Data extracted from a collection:
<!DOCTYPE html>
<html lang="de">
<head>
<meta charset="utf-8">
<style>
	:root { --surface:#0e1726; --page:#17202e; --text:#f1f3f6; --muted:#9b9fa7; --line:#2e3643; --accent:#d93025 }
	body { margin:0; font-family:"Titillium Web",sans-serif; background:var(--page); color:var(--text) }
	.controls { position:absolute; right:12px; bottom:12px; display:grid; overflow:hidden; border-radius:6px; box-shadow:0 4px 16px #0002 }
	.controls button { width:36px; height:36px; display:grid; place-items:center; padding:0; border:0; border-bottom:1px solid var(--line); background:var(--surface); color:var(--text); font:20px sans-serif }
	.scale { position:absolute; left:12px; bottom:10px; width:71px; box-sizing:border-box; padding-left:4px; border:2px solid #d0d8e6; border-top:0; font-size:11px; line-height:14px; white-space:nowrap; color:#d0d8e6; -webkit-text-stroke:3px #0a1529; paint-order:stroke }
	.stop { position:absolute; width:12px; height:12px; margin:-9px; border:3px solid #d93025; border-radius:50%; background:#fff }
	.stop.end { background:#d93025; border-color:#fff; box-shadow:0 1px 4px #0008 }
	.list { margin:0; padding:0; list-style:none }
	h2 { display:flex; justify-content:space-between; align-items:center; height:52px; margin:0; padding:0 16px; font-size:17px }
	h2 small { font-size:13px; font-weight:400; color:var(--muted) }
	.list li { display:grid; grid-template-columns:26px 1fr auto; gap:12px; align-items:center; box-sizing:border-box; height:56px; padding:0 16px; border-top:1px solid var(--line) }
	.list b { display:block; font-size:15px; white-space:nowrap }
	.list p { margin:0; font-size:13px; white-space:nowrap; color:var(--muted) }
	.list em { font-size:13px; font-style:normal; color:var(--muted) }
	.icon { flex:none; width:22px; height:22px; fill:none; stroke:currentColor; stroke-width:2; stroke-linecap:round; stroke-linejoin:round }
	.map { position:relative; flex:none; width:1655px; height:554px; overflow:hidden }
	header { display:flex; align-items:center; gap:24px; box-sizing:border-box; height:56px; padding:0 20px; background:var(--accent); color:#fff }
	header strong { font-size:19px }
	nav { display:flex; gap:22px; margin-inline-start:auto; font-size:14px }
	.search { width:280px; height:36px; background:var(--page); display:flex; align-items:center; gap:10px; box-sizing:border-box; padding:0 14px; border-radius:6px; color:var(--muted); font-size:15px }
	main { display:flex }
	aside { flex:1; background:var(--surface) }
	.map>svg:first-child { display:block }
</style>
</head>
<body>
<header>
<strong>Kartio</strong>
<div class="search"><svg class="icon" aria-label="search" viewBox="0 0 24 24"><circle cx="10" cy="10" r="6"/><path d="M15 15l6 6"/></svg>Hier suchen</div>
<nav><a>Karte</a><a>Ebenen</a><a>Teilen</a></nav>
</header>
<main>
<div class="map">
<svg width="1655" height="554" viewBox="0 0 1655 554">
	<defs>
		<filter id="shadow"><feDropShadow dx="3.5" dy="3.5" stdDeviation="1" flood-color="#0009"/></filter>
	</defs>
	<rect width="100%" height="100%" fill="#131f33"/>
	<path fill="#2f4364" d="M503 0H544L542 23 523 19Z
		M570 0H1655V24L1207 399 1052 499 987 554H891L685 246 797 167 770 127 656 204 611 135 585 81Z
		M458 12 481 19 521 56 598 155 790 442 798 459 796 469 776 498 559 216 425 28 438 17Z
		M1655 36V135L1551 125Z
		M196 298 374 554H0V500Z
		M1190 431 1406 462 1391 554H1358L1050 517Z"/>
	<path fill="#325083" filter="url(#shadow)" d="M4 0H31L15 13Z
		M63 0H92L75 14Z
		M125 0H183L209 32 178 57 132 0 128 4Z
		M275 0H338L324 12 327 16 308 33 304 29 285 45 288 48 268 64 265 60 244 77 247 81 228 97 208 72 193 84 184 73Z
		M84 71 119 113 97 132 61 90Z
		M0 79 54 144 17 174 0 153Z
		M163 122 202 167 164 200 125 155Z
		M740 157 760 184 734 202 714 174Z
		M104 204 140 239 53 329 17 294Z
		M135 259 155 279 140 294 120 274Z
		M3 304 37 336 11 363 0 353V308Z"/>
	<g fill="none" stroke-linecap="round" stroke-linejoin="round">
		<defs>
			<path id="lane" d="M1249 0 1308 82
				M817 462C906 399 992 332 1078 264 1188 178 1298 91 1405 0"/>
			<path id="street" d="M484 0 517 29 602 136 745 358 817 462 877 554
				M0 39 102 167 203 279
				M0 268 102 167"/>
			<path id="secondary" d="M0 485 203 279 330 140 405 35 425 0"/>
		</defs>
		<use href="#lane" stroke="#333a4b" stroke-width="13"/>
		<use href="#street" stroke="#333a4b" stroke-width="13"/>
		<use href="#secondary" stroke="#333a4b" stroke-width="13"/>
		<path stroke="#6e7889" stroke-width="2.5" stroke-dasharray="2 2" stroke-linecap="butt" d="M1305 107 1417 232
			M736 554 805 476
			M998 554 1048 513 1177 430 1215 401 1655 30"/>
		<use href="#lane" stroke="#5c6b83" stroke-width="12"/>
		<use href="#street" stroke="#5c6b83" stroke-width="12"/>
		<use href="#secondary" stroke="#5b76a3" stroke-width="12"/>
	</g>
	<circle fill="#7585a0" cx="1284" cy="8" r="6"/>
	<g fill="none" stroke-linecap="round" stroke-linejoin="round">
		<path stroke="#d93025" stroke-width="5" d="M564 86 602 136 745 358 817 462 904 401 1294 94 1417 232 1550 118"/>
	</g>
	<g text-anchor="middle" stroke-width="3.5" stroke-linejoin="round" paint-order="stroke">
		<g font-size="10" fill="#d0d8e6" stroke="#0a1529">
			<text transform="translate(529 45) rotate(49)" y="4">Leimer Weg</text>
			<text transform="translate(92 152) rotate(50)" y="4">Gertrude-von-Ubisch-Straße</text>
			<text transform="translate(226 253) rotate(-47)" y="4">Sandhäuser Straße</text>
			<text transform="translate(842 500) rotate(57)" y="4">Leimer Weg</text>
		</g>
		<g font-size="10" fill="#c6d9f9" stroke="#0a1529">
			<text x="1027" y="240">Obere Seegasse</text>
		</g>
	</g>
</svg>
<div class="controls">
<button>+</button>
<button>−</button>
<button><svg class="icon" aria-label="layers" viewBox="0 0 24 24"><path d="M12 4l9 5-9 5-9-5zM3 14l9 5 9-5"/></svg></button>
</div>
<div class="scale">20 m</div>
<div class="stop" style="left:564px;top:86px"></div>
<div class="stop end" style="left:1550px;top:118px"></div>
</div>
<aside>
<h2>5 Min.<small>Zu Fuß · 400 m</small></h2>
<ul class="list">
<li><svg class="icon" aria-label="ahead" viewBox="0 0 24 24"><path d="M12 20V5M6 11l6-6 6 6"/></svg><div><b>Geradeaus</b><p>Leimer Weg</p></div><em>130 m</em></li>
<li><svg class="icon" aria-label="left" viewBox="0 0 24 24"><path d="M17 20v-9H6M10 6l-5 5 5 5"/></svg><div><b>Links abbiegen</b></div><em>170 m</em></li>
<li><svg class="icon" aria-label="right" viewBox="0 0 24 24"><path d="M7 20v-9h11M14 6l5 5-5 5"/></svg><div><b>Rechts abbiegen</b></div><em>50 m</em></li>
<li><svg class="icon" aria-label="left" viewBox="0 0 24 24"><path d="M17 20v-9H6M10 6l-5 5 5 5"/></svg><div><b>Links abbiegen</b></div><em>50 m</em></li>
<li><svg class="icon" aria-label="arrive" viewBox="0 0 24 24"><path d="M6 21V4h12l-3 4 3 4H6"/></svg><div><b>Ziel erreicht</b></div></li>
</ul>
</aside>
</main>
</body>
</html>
--
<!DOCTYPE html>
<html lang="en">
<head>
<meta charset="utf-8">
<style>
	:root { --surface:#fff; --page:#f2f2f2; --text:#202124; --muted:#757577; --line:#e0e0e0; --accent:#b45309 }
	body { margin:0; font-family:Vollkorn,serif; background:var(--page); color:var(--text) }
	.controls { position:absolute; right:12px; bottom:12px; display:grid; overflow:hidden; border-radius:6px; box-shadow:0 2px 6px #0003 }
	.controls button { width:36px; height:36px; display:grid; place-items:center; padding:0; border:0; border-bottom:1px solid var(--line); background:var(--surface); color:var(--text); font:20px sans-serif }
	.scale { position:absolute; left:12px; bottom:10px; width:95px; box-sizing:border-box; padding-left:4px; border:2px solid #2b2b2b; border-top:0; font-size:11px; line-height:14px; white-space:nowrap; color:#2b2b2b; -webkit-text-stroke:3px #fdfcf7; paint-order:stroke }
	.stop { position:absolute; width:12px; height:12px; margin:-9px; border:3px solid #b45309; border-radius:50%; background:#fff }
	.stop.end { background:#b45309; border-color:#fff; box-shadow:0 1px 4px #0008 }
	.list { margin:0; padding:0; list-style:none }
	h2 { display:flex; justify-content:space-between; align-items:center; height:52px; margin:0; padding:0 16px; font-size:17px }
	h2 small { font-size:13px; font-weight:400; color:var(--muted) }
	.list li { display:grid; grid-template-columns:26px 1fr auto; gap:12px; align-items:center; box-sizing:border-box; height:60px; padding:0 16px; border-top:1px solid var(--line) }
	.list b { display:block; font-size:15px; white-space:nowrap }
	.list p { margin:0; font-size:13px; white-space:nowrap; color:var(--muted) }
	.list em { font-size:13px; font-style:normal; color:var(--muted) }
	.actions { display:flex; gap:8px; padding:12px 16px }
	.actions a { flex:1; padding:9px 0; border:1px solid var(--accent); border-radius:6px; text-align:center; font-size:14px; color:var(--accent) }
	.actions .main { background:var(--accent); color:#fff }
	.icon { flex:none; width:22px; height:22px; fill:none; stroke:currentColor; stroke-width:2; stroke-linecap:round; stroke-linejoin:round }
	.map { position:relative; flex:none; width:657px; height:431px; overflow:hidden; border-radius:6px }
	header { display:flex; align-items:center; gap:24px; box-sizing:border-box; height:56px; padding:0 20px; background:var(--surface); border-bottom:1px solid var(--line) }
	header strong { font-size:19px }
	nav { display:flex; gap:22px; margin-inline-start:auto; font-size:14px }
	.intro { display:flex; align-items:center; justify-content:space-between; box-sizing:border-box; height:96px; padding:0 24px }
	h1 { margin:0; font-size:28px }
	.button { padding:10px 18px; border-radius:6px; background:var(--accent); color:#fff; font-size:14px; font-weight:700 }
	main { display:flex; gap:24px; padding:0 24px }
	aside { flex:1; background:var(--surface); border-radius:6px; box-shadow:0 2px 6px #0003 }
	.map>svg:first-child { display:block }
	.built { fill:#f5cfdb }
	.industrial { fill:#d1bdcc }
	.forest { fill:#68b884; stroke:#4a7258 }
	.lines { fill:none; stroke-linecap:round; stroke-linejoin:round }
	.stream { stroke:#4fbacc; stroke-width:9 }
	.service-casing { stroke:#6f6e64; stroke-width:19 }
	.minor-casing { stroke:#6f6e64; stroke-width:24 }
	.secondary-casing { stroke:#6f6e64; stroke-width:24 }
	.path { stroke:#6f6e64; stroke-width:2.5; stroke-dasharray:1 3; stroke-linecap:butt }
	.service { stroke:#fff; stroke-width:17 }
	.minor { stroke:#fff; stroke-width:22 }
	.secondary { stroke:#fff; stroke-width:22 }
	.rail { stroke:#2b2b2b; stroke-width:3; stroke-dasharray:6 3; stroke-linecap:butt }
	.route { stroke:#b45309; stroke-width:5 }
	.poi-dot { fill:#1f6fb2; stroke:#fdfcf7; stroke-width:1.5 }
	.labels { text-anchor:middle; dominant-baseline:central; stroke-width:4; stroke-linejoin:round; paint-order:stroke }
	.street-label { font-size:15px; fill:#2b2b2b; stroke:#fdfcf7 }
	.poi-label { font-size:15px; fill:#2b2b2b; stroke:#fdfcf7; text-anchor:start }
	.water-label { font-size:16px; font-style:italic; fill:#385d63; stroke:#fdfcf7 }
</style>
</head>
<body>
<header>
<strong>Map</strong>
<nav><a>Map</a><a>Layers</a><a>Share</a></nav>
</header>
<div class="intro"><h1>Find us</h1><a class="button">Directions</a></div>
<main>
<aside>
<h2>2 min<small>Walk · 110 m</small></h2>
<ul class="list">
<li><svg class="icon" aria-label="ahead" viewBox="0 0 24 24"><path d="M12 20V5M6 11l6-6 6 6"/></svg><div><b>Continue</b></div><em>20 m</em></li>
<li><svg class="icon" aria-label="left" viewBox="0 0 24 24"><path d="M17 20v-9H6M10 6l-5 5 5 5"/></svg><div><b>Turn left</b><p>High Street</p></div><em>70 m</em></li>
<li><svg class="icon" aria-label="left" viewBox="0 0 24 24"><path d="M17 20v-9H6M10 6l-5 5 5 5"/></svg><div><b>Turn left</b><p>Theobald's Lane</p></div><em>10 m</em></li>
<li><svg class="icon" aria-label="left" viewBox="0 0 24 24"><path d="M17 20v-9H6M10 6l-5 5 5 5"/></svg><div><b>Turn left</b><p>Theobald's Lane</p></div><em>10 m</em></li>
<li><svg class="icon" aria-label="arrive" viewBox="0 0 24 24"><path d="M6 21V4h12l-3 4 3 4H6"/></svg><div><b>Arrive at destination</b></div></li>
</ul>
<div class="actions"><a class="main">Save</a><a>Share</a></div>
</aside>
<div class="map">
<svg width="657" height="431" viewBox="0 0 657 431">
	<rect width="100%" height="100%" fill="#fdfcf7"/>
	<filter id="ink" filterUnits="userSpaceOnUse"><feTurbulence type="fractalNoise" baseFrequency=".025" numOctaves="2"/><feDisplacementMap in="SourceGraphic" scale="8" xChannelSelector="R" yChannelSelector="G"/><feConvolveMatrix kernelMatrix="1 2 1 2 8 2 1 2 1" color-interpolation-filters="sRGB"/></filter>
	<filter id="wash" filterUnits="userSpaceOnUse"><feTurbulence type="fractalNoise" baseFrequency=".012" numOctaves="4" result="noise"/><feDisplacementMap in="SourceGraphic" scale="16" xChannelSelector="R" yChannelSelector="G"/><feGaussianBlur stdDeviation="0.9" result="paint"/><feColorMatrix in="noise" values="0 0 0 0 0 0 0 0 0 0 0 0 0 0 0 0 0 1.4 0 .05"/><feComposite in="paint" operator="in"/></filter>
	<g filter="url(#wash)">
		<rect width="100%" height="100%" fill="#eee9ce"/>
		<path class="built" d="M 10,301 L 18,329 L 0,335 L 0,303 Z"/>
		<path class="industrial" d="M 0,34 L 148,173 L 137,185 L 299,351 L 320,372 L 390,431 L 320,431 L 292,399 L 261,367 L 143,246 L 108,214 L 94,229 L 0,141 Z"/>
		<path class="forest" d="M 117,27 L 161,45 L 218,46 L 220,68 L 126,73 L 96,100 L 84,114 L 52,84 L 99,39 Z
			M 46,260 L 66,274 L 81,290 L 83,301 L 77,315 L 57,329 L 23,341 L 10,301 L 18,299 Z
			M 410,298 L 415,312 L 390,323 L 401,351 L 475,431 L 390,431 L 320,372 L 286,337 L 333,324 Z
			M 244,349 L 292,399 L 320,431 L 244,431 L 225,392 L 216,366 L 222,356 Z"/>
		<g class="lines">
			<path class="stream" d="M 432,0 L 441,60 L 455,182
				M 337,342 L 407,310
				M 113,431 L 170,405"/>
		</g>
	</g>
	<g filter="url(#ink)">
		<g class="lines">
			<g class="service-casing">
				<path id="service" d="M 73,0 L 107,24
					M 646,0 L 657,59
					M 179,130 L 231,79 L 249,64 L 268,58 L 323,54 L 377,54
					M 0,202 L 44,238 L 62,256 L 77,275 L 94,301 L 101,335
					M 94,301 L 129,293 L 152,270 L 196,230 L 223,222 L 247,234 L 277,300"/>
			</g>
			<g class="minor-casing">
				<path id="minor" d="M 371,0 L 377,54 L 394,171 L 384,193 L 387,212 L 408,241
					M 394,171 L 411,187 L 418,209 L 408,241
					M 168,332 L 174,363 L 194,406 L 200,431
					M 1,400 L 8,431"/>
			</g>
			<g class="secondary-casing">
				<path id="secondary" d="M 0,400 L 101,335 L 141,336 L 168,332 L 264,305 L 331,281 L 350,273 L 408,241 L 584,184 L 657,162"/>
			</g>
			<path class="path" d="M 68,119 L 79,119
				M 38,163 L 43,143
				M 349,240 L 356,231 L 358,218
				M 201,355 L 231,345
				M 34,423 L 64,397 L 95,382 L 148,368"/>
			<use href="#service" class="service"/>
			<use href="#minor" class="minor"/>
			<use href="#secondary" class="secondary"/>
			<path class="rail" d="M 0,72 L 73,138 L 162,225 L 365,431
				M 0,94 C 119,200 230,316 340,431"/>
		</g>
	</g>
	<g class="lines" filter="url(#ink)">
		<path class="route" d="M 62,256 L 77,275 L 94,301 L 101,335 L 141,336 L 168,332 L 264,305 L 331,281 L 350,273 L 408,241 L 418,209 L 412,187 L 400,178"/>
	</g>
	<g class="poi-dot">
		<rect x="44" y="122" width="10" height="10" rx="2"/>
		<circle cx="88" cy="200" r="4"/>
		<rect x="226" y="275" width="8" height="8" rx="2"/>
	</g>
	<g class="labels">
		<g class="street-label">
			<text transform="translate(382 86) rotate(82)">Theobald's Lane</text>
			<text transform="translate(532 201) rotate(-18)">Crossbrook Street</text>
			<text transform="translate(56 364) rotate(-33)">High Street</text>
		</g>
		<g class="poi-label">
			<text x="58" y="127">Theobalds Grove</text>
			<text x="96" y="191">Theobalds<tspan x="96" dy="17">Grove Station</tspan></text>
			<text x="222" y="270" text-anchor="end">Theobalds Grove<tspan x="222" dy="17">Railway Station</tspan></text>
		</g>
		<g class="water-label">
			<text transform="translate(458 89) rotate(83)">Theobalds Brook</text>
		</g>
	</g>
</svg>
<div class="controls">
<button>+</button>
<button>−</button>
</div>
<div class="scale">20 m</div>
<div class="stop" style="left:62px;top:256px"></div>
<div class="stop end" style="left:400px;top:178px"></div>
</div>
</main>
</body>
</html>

- _TRY IT_: Go to the line with "M104 204 140 239 53 329 17 294Z" in the entries above and repeat every line from there through the line with "M0 39 102 167 203 279", exactly and with no other text.

- _FINAL ANSWER_:
		M104 204 140 239 53 329 17 294Z
		M135 259 155 279 140 294 120 274Z
		M3 304 37 336 11 363 0 353V308Z"/>
	<g fill="none" stroke-linecap="round" stroke-linejoin="round">
		<defs>
			<path id="lane" d="M1249 0 1308 82
				M817 462C906 399 992 332 1078 264 1188 178 1298 91 1405 0"/>
			<path id="street" d="M484 0 517 29 602 136 745 358 817 462 877 554
				M0 39 102 167 203 279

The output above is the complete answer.